In the early 1330s, in China, there was a deadly outbreak of the bubonic plague called, Black Death, hitting millions of people. It transferred from the fleas off of rodents to people. As soon as someone was infected, it infected others very quickly. Due to the fact that China was the busiest trading nation, the disease spread quickly to the rest of Asia. In late 1347, the plague reached Alexandria, Egypt; much of the crew had died of the plague on the journey back docking at the Black Sea.

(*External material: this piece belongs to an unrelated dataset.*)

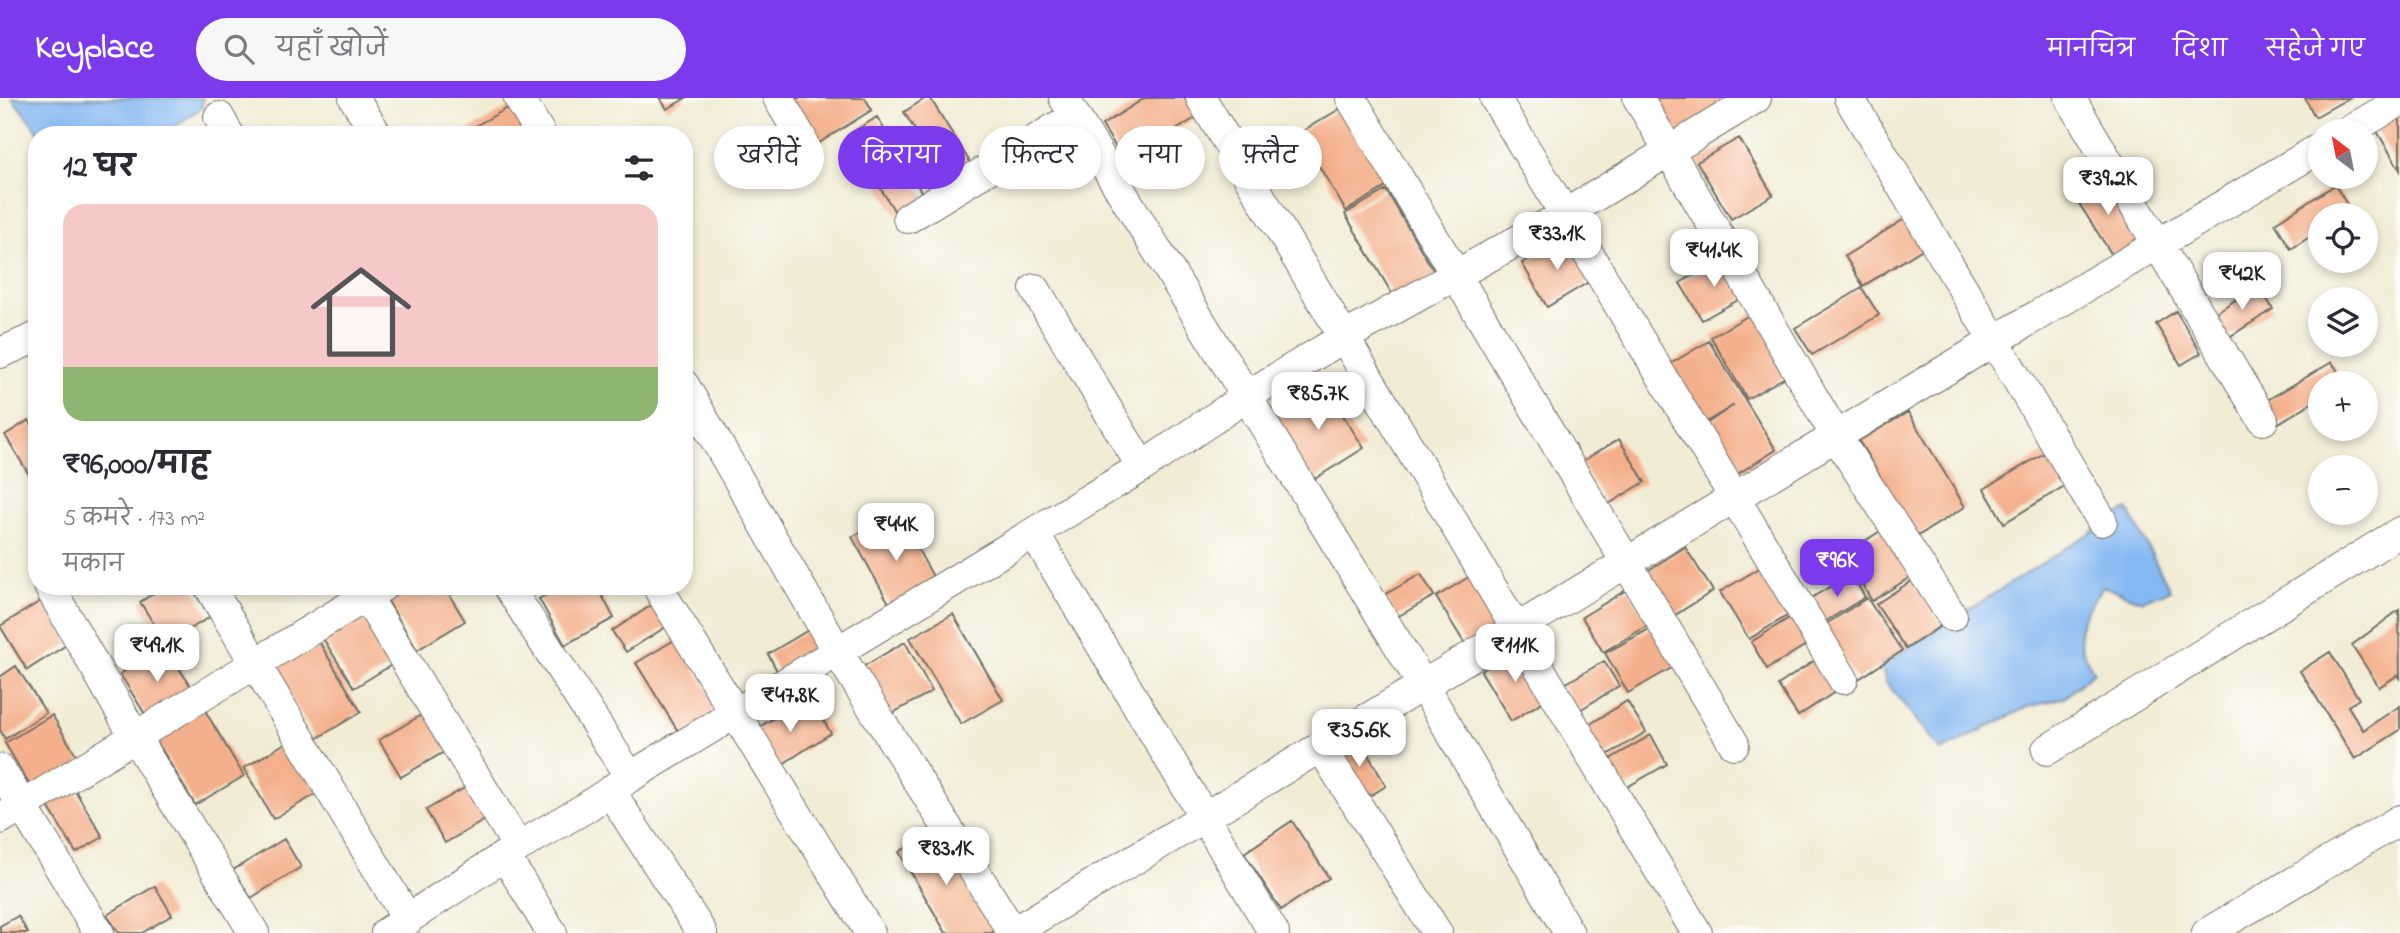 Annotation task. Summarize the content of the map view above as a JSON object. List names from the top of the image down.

In a matter of days, the plague spread to bordering countries and cities ("The Black Death"). In 1348, when Black Death first reached the banks of Lake Issyk-Kul, there was a rampage of death across the Middle East (Cassel). The pandemic played itself out over the course of three years somewhere between 25 to 50 percent of Asian and African population had fallen to the pandemic (Boccaccio). By 1950, it had spread through the entire Middle East.

The bubonic death plague came off the fleas from the rats and spread from rat to rat. Due to the fact that there was a very substantial amount of rats onboard the ships leaving China, fleas followed everywhere they went so it was only a matter of time before their disease spread to people. The plague came in three very different forms. The bubonic variant, which was the most common, came from the swelling that appeared on the victim's neck, armpits, or groin. The sizes of the tumors could differ from an egg to an apple; the life expectancy was merely a week. The second, pneumonic plague, attacked the respiratory system and spread merely by breathing the exhaled air of a person already infected. It was much more severe than the bubonic; life expectancy was one or two days (Boccaccio). The last, most rare and dangerous, septicaemic plague was characterized by the deep, purple discolorations of the skin and extremely high fevers; it always killed a hundred percent of its victims ("History of Black Death"). In China, the early plague in Hubei province alone caused an extreme loss of life with five million deaths. The Chinese empire alone may have contributed to a total death toll as high as 25 million people. By the middle of the fourteenth century the Asian and African population dropped from 125 million to 90 million (Cambridge). As far as India was concerned, it was rumored to having been completely depopulated due to this pandemic (Tuchman).